**TASK PROMPT**
Work out how many lines of the listing below include the string "from", and give that number alone.

**DATA TO PROCESS**
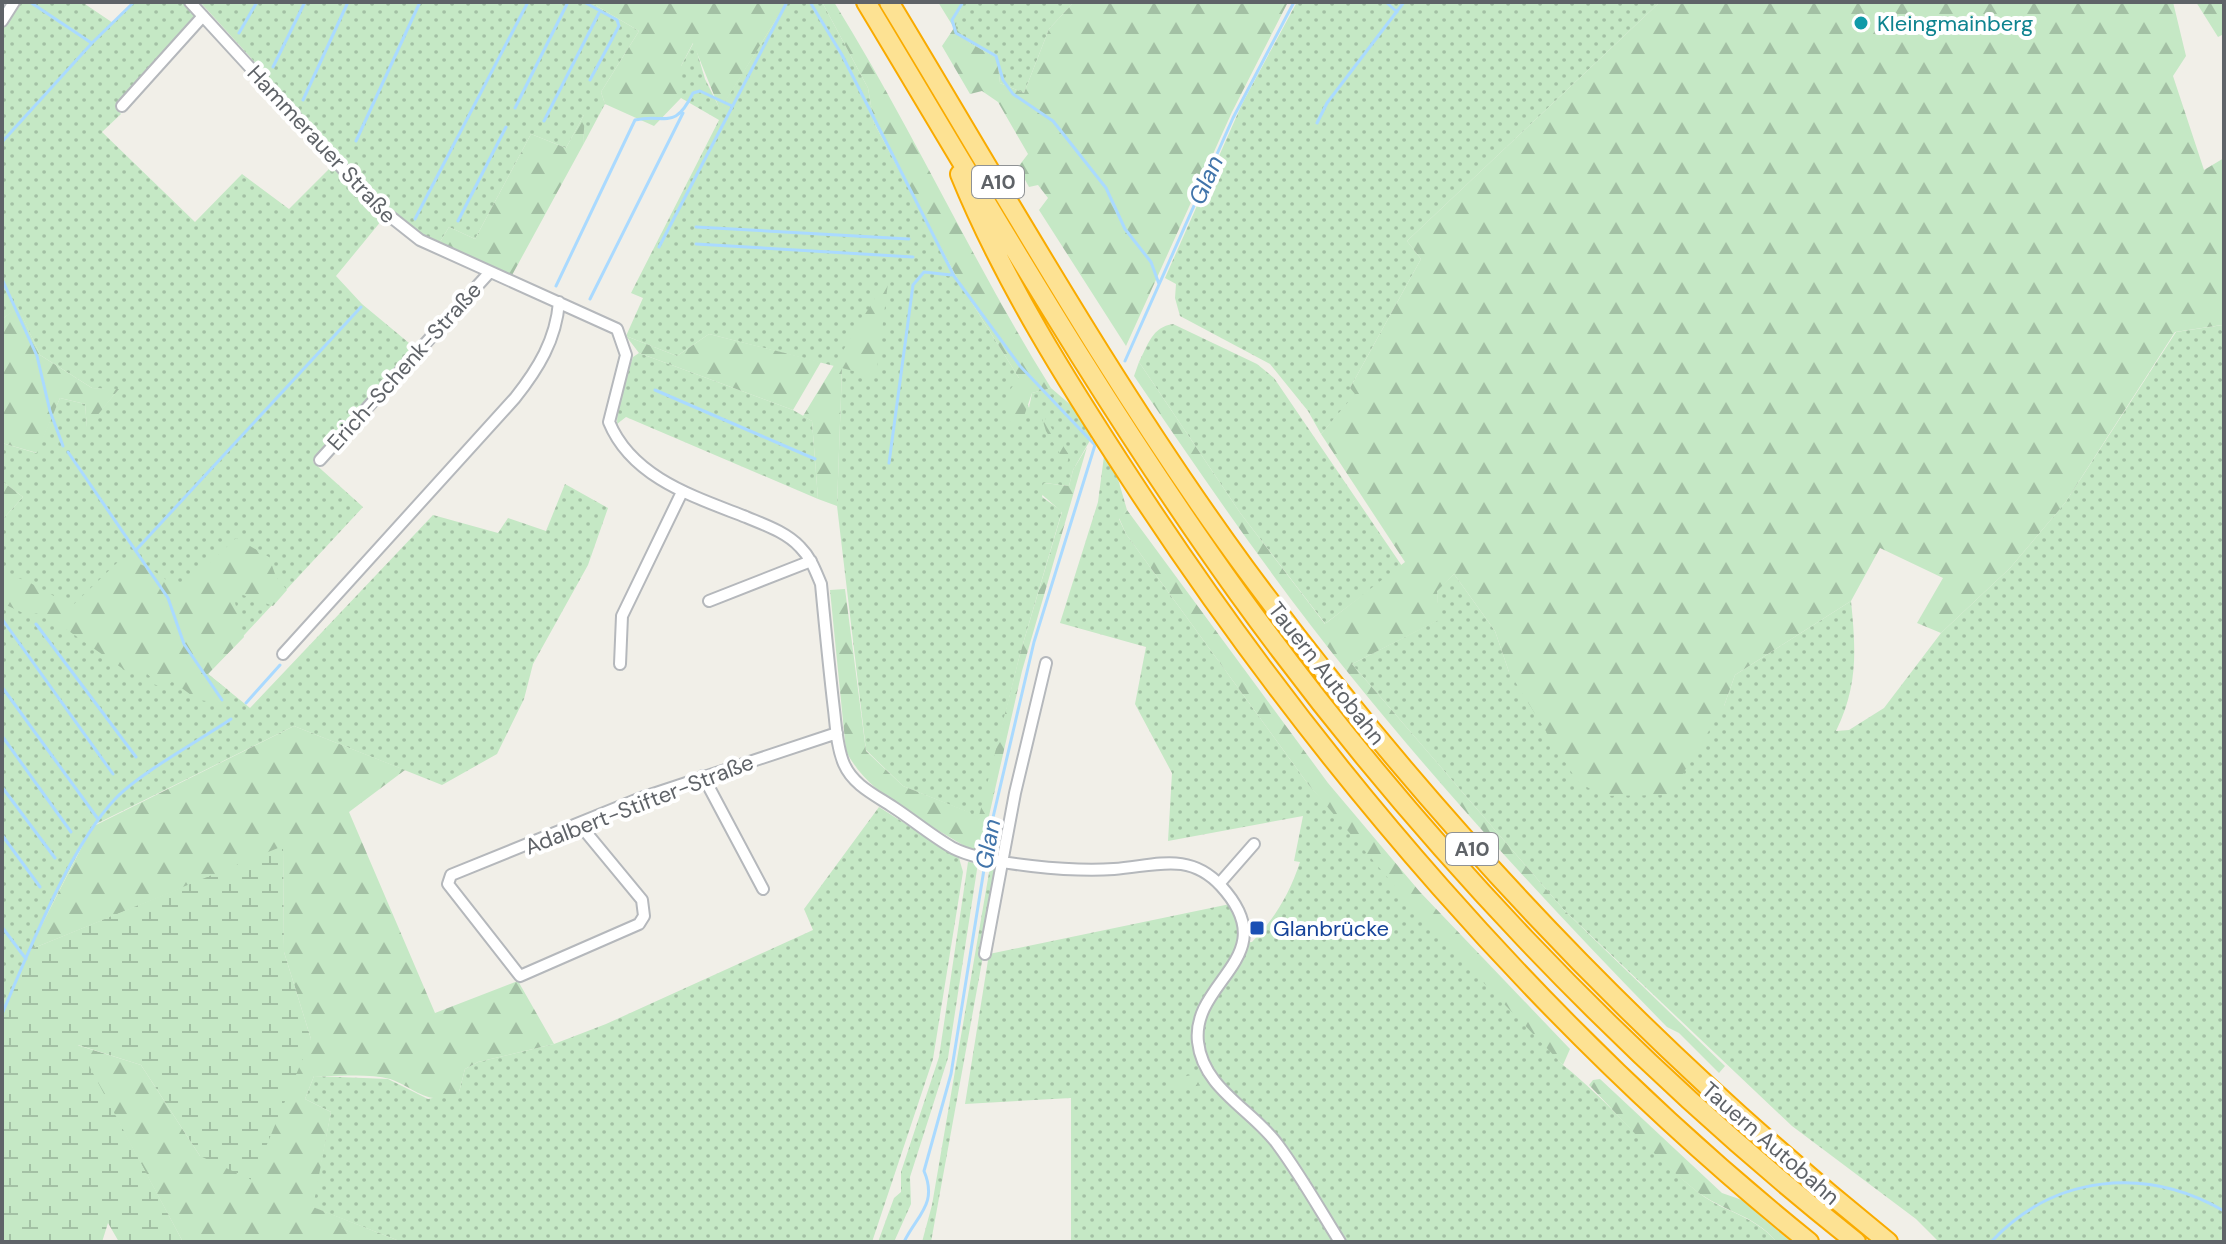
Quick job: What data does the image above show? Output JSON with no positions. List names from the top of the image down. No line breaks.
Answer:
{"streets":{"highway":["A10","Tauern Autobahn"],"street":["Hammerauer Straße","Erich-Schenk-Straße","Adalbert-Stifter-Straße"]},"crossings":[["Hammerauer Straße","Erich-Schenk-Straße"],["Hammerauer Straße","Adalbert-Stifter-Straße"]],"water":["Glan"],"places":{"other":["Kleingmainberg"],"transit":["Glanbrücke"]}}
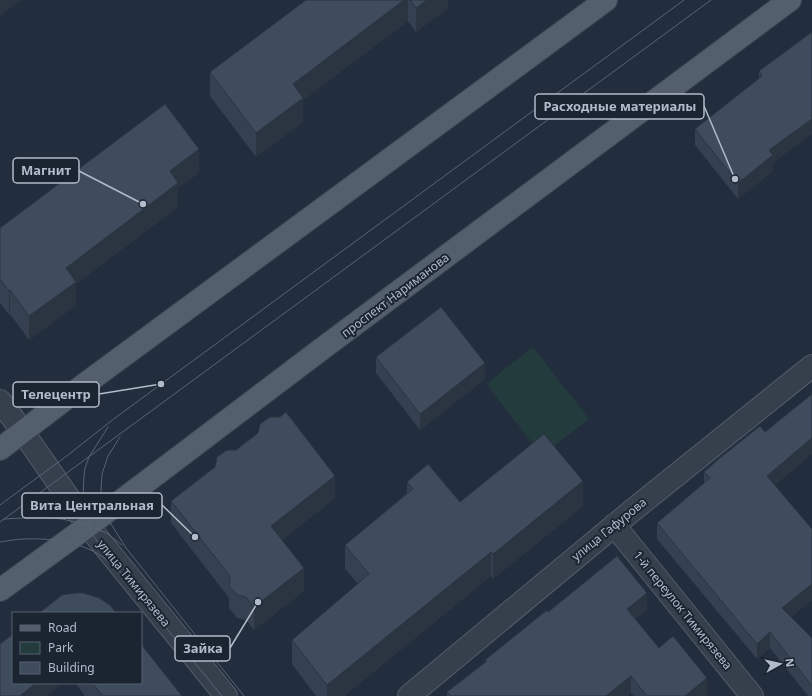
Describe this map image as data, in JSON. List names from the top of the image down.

==

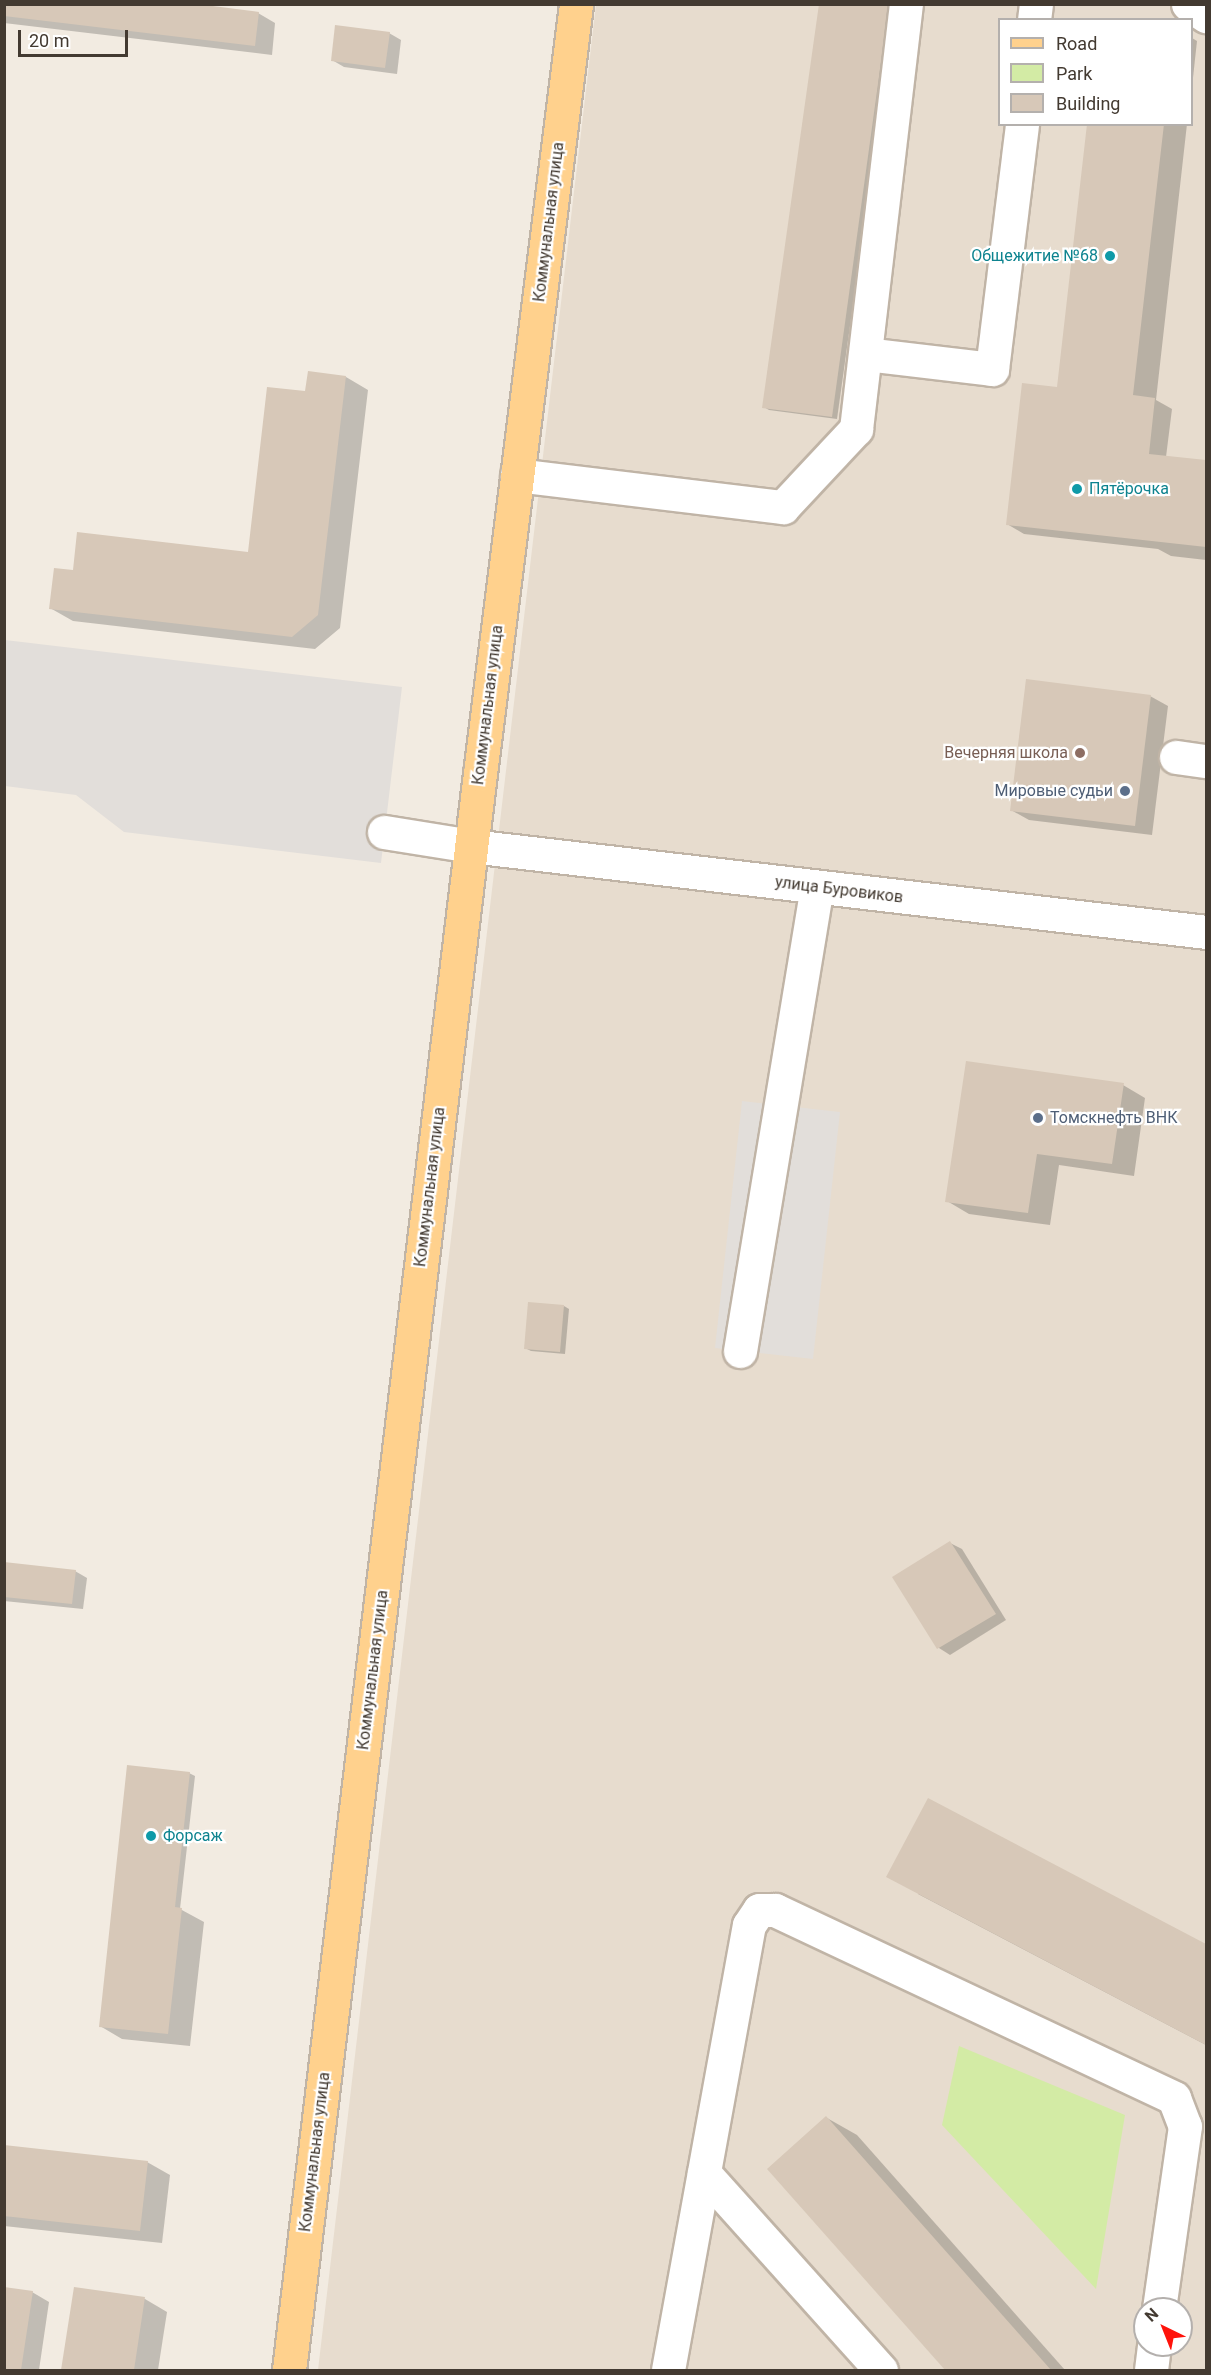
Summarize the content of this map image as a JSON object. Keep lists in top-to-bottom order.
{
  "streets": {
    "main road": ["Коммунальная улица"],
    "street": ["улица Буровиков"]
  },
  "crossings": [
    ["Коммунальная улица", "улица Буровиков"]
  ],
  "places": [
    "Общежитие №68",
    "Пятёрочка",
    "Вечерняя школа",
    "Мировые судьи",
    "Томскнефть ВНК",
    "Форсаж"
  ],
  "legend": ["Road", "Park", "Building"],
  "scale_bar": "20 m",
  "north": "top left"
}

**SOLUTION TO THIS PROBLEM**
2